Dataset entries:
= Beginning of Section =
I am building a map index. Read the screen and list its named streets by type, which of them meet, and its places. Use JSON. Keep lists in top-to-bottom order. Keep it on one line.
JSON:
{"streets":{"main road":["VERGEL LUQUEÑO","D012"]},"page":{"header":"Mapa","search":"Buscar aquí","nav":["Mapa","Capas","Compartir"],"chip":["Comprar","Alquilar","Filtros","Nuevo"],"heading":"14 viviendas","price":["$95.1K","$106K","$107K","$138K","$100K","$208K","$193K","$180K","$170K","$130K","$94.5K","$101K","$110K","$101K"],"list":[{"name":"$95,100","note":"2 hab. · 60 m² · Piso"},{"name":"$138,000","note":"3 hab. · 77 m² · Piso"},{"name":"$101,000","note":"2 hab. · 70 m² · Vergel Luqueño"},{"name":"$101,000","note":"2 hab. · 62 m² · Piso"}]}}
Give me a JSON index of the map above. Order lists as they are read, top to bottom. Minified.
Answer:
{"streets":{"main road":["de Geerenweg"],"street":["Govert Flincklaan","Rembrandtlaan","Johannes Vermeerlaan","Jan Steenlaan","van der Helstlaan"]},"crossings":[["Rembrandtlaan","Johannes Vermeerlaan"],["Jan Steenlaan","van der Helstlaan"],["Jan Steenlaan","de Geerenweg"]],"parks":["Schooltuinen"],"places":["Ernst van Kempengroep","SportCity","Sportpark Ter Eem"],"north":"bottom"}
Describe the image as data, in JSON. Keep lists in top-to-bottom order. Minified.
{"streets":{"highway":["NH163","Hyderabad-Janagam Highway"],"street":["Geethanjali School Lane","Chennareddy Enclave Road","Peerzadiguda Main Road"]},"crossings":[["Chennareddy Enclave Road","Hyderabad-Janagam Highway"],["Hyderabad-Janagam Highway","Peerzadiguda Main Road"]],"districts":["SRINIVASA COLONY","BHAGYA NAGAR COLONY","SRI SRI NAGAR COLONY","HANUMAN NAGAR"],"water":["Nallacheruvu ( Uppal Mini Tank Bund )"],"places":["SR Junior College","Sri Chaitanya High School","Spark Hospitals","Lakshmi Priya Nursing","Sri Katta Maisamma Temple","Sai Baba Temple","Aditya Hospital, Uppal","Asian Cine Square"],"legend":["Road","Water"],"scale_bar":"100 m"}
= End of Section =
**EXERCISE BRIEF**: Could you retype every line of the data exactly?

**OUTPUT OF THE TASK**:
I am building a map index. Read the screen and list its named streets by type, which of them meet, and its places. Use JSON. Keep lists in top-to-bottom order. Keep it on one line.
JSON:
{"streets":{"main road":["VERGEL LUQUEÑO","D012"]},"page":{"header":"Mapa","search":"Buscar aquí","nav":["Mapa","Capas","Compartir"],"chip":["Comprar","Alquilar","Filtros","Nuevo"],"heading":"14 viviendas","price":["$95.1K","$106K","$107K","$138K","$100K","$208K","$193K","$180K","$170K","$130K","$94.5K","$101K","$110K","$101K"],"list":[{"name":"$95,100","note":"2 hab. · 60 m² · Piso"},{"name":"$138,000","note":"3 hab. · 77 m² · Piso"},{"name":"$101,000","note":"2 hab. · 70 m² · Vergel Luqueño"},{"name":"$101,000","note":"2 hab. · 62 m² · Piso"}]}}
Give me a JSON index of the map above. Order lists as they are read, top to bottom. Minified.
Answer:
{"streets":{"main road":["de Geerenweg"],"street":["Govert Flincklaan","Rembrandtlaan","Johannes Vermeerlaan","Jan Steenlaan","van der Helstlaan"]},"crossings":[["Rembrandtlaan","Johannes Vermeerlaan"],["Jan Steenlaan","van der Helstlaan"],["Jan Steenlaan","de Geerenweg"]],"parks":["Schooltuinen"],"places":["Ernst van Kempengroep","SportCity","Sportpark Ter Eem"],"north":"bottom"}
Describe the image as data, in JSON. Keep lists in top-to-bottom order. Minified.
{"streets":{"highway":["NH163","Hyderabad-Janagam Highway"],"street":["Geethanjali School Lane","Chennareddy Enclave Road","Peerzadiguda Main Road"]},"crossings":[["Chennareddy Enclave Road","Hyderabad-Janagam Highway"],["Hyderabad-Janagam Highway","Peerzadiguda Main Road"]],"districts":["SRINIVASA COLONY","BHAGYA NAGAR COLONY","SRI SRI NAGAR COLONY","HANUMAN NAGAR"],"water":["Nallacheruvu ( Uppal Mini Tank Bund )"],"places":["SR Junior College","Sri Chaitanya High School","Spark Hospitals","Lakshmi Priya Nursing","Sri Katta Maisamma Temple","Sai Baba Temple","Aditya Hospital, Uppal","Asian Cine Square"],"legend":["Road","Water"],"scale_bar":"100 m"}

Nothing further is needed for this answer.